Meet the Tech Executive Who Boasted About Paying Women Less Than Men

Impact

As the highly visible co-founder of LookSmart, the first Australian tech company to appear on the Nasdaq stock exchange, Evan Thornley is in a unique position to influence startup culture. 

But when Thornley had such an opportunity to discuss issues of equal representation between men and women in the tech industry as a speaker at an Australian conference, he squandered it. Instead of discussing how the tech industry can better address issues of sex, gender and race, Thornley decided to use the gig as a platform to brag about his aptitude for hiring talented women on the cheap because of — you guessed it — the gender pay gap.

"Call me opportunistic, I just thought I could get better people, with less competition, because we were willing to understand the skills and capabilities that these women had," he said. "There is a great arbitrage there, we would give them more responsibility and greater share of the rewards, than they were likely to get anywhere else and that was still somewhat cheaper to what we would have had to pay for someone less good for someone of a different gender." 

"I'm not advocating that, that inequality should stay – I'm just saying that there is an opportunity for forward-thinking people," he continued. Right, because encouraging this kind of twisted competition is incredibly helpful for women already struggling to keep pace with men. 

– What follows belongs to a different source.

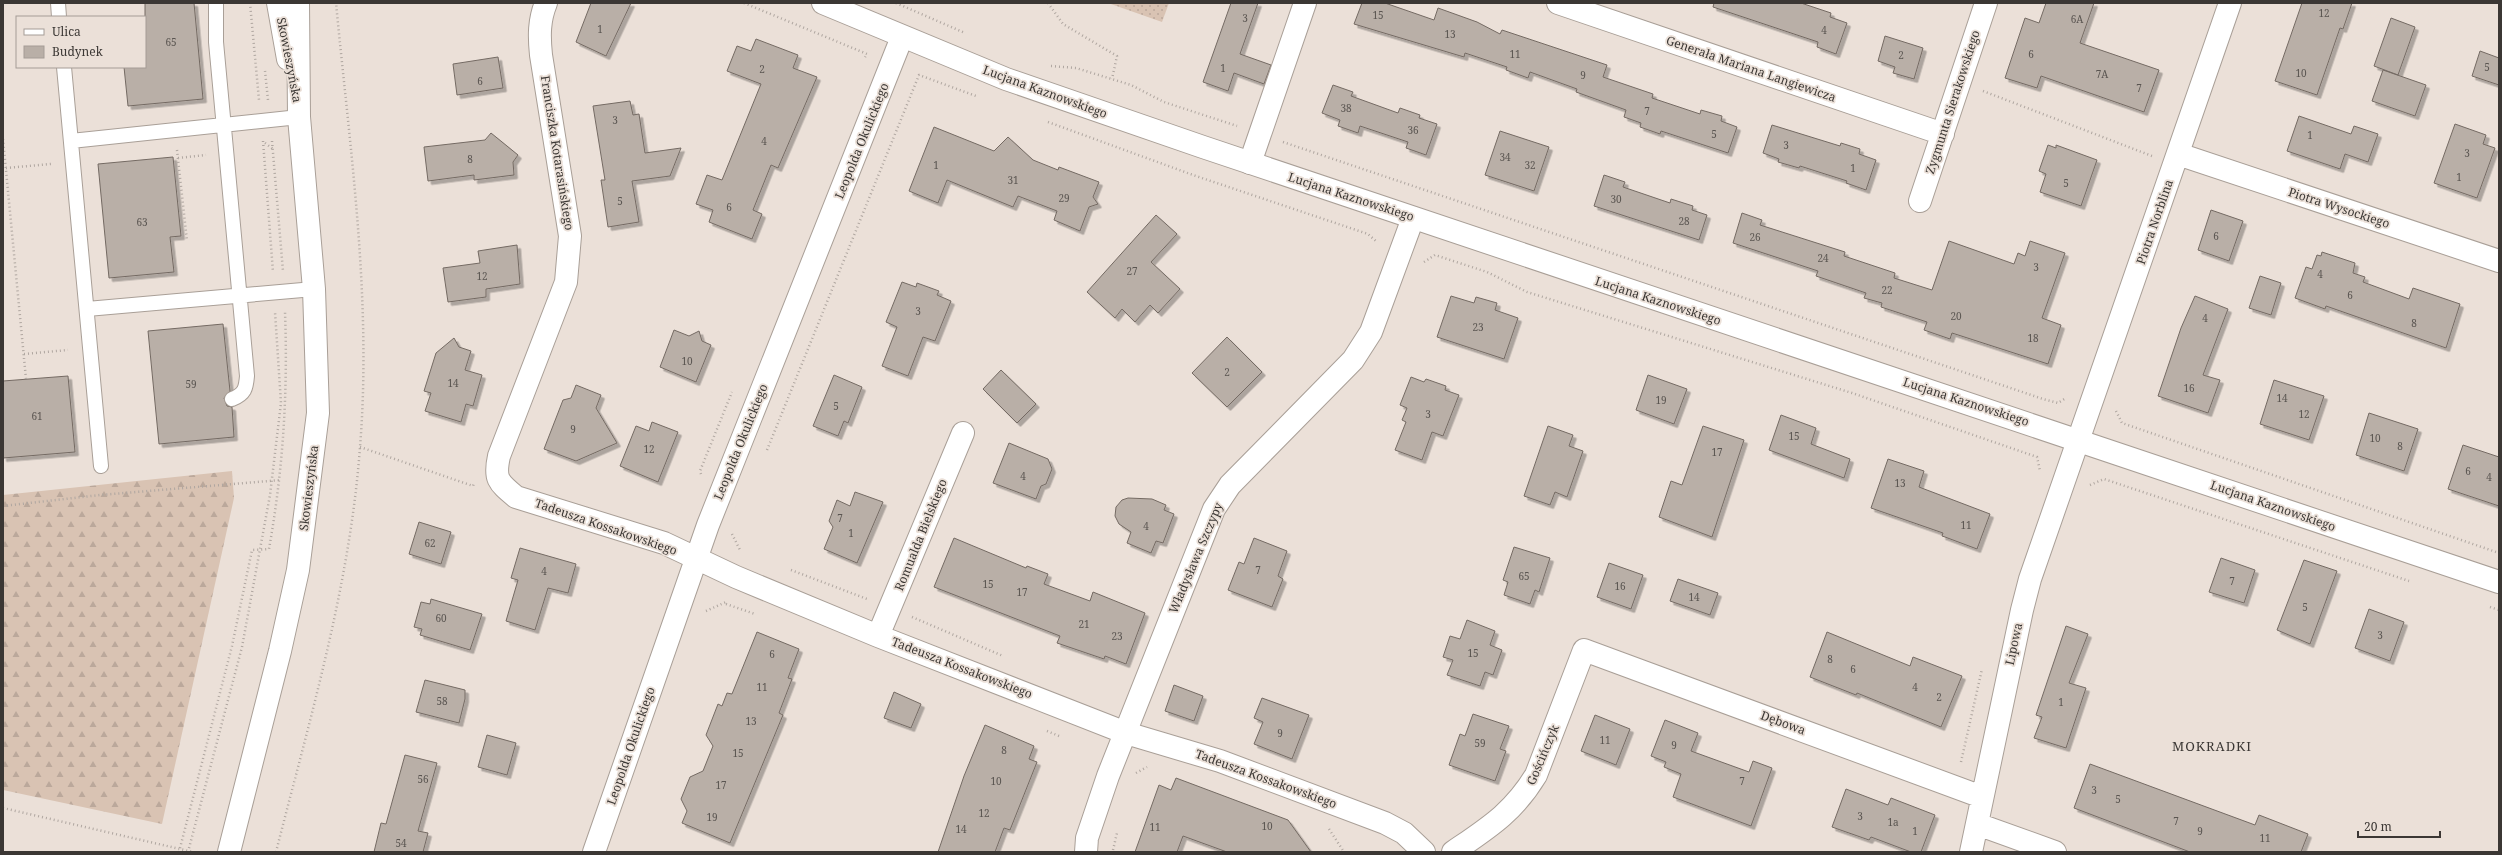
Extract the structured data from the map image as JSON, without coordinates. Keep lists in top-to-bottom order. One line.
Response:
{"streets":{"street":["Skowieszyńska","Generała Mariana Langiewicza","Lucjana Kaznowskiego","Zygmunta Sierakowskiego","Leopolda Okulickiego","Franciszka Kotarasińskiego","Piotra Wysockiego","Piotra Norblina","Tadeusza Kossakowskiego","Romualda Bielskiego","Władysława Szczypy","Lipowa","Dębowa","Gościńczyk"]},"crossings":[["Generała Mariana Langiewicza","Zygmunta Sierakowskiego"],["Lucjana Kaznowskiego","Leopolda Okulickiego"],["Lucjana Kaznowskiego","Piotra Norblina"],["Lucjana Kaznowskiego","Władysława Szczypy"],["Lucjana Kaznowskiego","Lipowa"],["Leopolda Okulickiego","Tadeusza Kossakowskiego"],["Franciszka Kotarasińskiego","Tadeusza Kossakowskiego"],["Piotra Wysockiego","Piotra Norblina"],["Piotra Norblina","Lipowa"],["Tadeusza Kossakowskiego","Romualda Bielskiego"],["Tadeusza Kossakowskiego","Władysława Szczypy"],["Lipowa","Dębowa"],["Dębowa","Gościńczyk"]],"districts":["MOKRADKI"],"house_numbers":["12","15","3","6A","1","4","13","65","11","6","2","5","1","2","10","7A","9","6","7","38","7","3","36","5","1","4","3","3","34","8","1","32","1","1","31","5","29","30","5","6","28","63","6","26","24","3","27","4","12","22","6","3","20","4","8","23","18","10","2","14","59","16","14","19","5","3","12","61","9","15","10","8","12","17","6","4","4","13","7","11","4","1","62","7","4","65","7","15","16","17","14","5","60","21","3","23","15","6","8","6","11","4","2","58","1","13","9","11","59","9","8","15","56","10","7","17","3","5","12","3","19","7","1a","10","11","14","1","9","11","54"],"legend":["Ulica","Budynek"],"scale_bar":"20 m"}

It gets worse. In his accompanying PowerPoint presentation, Thornley used the following slide to illustrate his point: 

Rose Powell/Twitter

Thornley essentially argued he was doing a good deed by hiring women — on the cheap — instead of the overqualified men that normally populate the industry. 

The backlash: After outlets everywhere — not to mention many women in the tech industry — called him out for his sexist remarks, Thornley backtracked in a comment posted on the Australian startup blog Startup Daily: "Yep, stuffed that up. What I was trying to say folks was 'gender inequality sucks everywhere but esp in tech — I do what I can to combat it'. Sorry it didn't come out that way." 

According to the Sydney Morning Heraldhe also tried to argue that he "'always paid men and women exactly the same' for the same work," even though he more or less said the exact opposite at the conference.

Rather than going with the simple solution — paying women equally — he instead took advantage of the gender pay gap and slapped a "good business practice" sticker on it. 

His comments were idiotic, but they highlighted something important. The gender pay gap is an enormous problem, but it's particularly bad in tech, science and engineering fields. Thornley's remarks, which, though dumb, were likely not malicious in intent, simply exposed what the rest of us already knew. 

Inc.'s Kimberly Weisul put it best

"We all knew this already. It's just that no one was boneheaded enough to say it so blatantly and so publicly. When people talk about this, they generally code it.

Thornley's comments were brazenly sexist, and his apology was, as the Huffington Post wrote, "tepid," but they were right out there in the open. The first step to changing deeply entrenched cultures like those present at tech companies is acknowledging that there's a problem in the first place. Thornley has taken this obscured inequality and thrown it precisely where it needs to be: center stage.